Fisher Awarded Lucille Maybery Community Service Award
Spring City, TN — Rhea County Commissioner Harold Fisher was recently honored with the Lucille Maybery Community Service Award. The presentation occurred at the 2018 Annual Membership Banquet on September 25, 2018. The award honors Lucille Maybery, who will always be remembered for her community service and for all the voluntary hours she dedicated her time into. Every year the Spring City Chamber of Commerce awards someone with the distinct honor of the Lucille Maybery Award for outstanding spirit of volunteerism in the community and for their dedicated service.
Spring City Chamber President Jeromy Hixson said, “This year’s recipient is no stranger to the community. He is an active leader, volunteer, and farmer. He dedicates a lot of his time to the county. He has made an impact many lives he has come into contact with and works with honor and integrity.”
Short Biography of Harold Fisher.
Harold Eugene Fisher was born on April Fool’s Day in 1948, but his momma didn’t raise no fool! As a homegrown boy, his roots grew deeply into this community. He and his high school sweetheart, both graduates of Spring City High School in 1967, will celebrate 50 years of marriage in December. As a husband, father, grandfather, and community leader, he has always had a servant’s heart.

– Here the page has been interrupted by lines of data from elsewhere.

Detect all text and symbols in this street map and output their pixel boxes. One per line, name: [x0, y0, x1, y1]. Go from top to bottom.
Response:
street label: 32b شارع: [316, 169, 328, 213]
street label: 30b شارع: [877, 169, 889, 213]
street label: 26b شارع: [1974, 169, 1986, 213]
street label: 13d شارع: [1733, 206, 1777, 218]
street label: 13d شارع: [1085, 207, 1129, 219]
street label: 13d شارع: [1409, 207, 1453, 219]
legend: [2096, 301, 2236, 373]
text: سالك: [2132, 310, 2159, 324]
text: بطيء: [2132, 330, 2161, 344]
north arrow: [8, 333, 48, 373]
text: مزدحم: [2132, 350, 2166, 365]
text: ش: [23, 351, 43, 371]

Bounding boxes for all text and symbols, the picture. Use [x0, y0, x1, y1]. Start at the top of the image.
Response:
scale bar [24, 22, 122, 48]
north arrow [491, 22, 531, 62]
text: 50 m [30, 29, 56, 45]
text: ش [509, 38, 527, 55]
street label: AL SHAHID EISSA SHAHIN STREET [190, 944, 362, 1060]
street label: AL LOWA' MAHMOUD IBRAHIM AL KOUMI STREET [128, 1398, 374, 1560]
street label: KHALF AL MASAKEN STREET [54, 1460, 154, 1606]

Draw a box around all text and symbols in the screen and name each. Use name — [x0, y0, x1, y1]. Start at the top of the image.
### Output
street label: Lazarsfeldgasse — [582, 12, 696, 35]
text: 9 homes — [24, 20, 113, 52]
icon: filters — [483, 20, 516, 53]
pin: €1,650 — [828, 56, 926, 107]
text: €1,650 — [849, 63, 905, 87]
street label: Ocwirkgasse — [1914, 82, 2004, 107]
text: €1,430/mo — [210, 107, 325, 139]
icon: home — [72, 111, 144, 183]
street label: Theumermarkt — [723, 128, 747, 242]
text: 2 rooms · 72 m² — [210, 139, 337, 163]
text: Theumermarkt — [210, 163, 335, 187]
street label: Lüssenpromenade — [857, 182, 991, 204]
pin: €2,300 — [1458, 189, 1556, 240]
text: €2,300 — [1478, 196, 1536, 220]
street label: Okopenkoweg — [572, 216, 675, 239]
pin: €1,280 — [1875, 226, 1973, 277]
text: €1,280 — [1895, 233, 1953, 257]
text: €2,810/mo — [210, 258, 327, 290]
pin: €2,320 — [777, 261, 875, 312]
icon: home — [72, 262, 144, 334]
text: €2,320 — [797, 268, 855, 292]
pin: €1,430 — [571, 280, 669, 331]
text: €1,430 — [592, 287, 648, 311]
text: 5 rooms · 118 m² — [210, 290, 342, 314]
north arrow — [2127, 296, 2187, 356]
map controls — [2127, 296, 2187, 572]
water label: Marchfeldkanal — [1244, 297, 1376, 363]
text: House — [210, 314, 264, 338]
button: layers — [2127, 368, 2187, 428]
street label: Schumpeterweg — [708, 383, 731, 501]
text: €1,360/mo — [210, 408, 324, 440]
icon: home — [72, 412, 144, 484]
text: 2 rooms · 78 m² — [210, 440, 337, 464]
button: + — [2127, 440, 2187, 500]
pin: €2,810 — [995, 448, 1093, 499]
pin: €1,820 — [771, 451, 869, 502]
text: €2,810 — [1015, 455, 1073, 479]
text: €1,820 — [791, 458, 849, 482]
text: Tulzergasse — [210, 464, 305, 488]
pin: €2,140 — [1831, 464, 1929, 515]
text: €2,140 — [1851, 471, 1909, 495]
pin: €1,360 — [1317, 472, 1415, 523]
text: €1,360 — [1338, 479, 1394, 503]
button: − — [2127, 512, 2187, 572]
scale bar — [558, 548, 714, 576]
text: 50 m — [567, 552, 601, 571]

Soon after graduation from Nashville Auto-Diesel Mechanic school in Nashville, he was drafted by the Army in July of 1968. Eventually, he was sent to Vietnam and then discharged in 1970. A few years later, he began his career at TVA.
During this time, he and his wife Jane had a desire to grow their family. After several miscarriages, they began to lose hope, however; God already had a little girl for them. On November 4th, 1975, at only five days old, they brought Bethany home. True to their steadfastness and belief, Jane gave birth to their son Aaron, nine months and twelve days later. In 1980, Brittany was born.
As their children began to want to participate in activities, Harold saw this as an opportunity to serve as a coach and board member for the Spring City Red Dogs, and did so for over ten years. As his children grew, he also was active in the Spring City Bulldogs Booster club and Rhea County High School Boosters.
In 1982, Harold was first elected to the Rhea County Commission. At the completion of his current term, he will have served for 30 years. As a commissioner, he was instrumental in establishing both Spring City Elementary and Middle Schools and Graysville Elementary School.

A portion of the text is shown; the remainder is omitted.